Los dos lados del mostrador
Nuestra mente está inundada de ideas talladas en roca basáltica, juicios a priori, un andamiaje conceptual del que es casi imposible salirse, porque ni siquiera vemos su trama densa y de apariencia irrefutable. Tal vez una buena vida no sea sino aquella que dedicamos a desmalezar, como el buen jardinero, todas las supuestas verdades que nublan la visión y el pensamiento.Muchas dependen de la época. Uno ve hoy algunos vetustos programas cómicos de TV y descubre que eran tan denigrantes para la mujer que la risa de antaño muta en vergüenza. O, como se decretaba en mi infancia, que los hombres no lloran. Este artero truco sintáctico de amalgamar una frase verbal (no deben llorar) en un presente del indicativo activo era siniestro, porque le confería a un mandato las propiedades trascendentales del ser.
De tales máximas hay una que me parece la más misteriosa y en la que sigo creyendo. Es la que dice que todo vuelve. Pura fe; no puedo demostrar que tal equilibrio cósmico exista, pero la idea es fascinante y siempre intenté rastrear sus huellas sutiles y su accionar silencioso.

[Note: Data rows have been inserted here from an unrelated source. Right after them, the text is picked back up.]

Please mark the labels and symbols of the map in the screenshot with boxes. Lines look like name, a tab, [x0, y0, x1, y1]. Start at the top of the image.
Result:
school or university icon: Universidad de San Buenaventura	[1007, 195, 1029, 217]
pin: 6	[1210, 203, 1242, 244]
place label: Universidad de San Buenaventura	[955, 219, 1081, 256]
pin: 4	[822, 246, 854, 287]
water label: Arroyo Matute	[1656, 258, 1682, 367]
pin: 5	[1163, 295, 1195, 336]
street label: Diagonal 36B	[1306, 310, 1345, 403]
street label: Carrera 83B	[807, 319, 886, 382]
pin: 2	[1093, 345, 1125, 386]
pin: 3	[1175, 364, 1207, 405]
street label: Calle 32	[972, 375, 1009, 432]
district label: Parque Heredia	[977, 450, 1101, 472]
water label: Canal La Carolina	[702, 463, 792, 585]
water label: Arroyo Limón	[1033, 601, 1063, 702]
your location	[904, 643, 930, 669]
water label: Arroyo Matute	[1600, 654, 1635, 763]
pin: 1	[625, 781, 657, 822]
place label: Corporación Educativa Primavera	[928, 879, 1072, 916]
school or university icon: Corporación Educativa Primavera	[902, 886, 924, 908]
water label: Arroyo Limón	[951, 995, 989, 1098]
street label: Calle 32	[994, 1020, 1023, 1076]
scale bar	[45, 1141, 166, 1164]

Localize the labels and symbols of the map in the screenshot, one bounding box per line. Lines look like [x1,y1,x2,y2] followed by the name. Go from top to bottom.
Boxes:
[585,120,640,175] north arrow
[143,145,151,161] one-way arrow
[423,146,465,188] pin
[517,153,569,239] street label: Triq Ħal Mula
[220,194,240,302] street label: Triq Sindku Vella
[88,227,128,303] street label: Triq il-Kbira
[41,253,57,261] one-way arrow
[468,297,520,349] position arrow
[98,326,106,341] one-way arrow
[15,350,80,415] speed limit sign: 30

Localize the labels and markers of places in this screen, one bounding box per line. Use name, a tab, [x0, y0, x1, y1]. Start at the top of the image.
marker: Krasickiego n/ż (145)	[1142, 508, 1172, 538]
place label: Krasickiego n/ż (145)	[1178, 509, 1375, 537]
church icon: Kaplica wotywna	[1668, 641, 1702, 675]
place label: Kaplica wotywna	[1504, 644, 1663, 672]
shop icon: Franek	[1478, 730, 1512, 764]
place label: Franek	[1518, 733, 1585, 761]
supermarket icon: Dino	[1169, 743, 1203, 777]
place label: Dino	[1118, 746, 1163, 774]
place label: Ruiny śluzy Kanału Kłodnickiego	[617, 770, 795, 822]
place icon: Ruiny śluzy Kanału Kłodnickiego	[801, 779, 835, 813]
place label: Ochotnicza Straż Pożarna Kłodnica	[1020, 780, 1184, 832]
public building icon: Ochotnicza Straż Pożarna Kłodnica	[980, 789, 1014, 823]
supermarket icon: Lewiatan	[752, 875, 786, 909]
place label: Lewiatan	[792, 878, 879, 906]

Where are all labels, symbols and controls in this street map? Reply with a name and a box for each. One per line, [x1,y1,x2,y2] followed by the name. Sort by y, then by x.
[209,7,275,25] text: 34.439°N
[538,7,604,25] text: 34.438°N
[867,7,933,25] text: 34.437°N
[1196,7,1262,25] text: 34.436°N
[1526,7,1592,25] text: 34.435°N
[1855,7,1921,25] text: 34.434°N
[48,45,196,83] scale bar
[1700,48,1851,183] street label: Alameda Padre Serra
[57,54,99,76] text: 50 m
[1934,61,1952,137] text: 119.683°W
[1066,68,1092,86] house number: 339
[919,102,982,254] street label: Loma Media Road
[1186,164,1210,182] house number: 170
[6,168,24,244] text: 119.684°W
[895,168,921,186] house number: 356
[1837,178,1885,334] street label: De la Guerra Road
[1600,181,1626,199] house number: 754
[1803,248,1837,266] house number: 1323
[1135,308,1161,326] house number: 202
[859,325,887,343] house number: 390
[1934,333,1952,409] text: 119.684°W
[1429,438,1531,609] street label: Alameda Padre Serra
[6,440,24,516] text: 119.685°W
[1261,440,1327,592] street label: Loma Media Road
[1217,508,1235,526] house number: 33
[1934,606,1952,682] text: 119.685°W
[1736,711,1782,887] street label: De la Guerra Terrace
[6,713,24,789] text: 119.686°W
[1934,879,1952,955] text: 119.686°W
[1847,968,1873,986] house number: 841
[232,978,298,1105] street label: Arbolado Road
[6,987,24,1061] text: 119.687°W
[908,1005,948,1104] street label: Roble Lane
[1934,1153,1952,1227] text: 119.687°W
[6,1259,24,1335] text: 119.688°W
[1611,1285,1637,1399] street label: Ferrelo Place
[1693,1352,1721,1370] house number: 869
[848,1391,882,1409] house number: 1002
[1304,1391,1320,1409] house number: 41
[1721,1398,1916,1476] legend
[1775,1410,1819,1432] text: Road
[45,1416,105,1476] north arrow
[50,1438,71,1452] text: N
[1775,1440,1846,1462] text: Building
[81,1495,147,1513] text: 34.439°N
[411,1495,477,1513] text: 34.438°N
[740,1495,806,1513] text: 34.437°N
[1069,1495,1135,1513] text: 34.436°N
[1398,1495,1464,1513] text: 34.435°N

A veces siento que eso de que todo vuelve tal vez no sea tan complejo e inasible como suena. Quizás, en la incontable suma de los actos cotidianos e insignificantes (¿qué es insignificante para quién?), se arraigue el equilibro de todas las cosas en todas partes todo el tiempo. Lo ignoro, pero escuchen esta historia.
Durante el servicio militar, mis destrezas mecanográficas, aunque escasas, me ganaron un puesto en una oficina donde se cursaba toda clase de trámites del cuartel. Una tarde, el jefe de la sala de armas, un sargento joven, tranquilo y metódico, me pidió que intercediera respecto de una licencia que necesitaba por algún motivo familiar que los años han borrado de mi memoria.
Se la habían denegado, pero para él era vital y, en su desesperación, recurrió a un soldado raso. Podría haber ignorado su pedido, para no contrariar a mi jefe -un hombre temible-, pero su pesar me afectó, y, al día siguiente, tercié por aquel sargento y conseguí que le otorgaran su licencia. Cuando le di la buena noticia, me lo agradeció muchas veces, dándome la mano y mirándome a los ojos, sin esos formalismos castrenses que, por mi carácter tan poco protocolar, tanto me fastidiaban.
La historia debería terminar aquí. Un acto bondadoso. Fin. Gracias por venir. Cae el telón. Pero no.
Casi dos años más tarde, la vida me conduciría al cuartel otra vez, en mayo de 1982, para combatir en una guerra. Ya he escrito sobre los primeros momentos de estupor, pero mi principal problema, en los días siguientes, fue que el fusil que me proveyeron no tenía guion. Modestia aparte, soy bueno tirando, siempre y cuando el arma tenga el aparato de puntería completo; de otro modo, solo sirve para hacer ruido.
Después de mucho meditarlo, concluí que había un solo lugar donde podía encontrar una solución: la sala de armas. Como me habían ascendido a cabo, no tuve que pedir ningún permiso. Fui, golpeé, entré y hubo un instante de anagnórisis. El mismo sargento seguía a cargo.
No medió mucho diálogo. O acaso se me ha olvidado. Deposité el fusil sobre el mostrador, lo observó, negó con la cabeza, indignado, buscó algo en un cajón, y me puso el repuesto en la mano. Era un guiño. Preguntó:
-¿Te arreglás con esto?
Le dije que sí y del primer franco volví con mis herramientas dentro del estuche de una calculadora Texas Instruments, detalle ínfimo que se grabó en mi memoria por la gravedad que tenía este asunto.
En condiciones normales habría llevado días (que tal vez no tenía) obtener esa pieza. Pero la rueda había girado y ahora el sargento estaba al otro lado del mostrador. ¿Fue esa la razón? ¿O habría sido igual de generoso con otro soldado? ¿De ser así, ese es el motivo por el que lo había ayudado dos años antes, sin conocer los mecanismos secretos y atemporales que guían nuestras acciones? No lo sé, pero te deja pensando.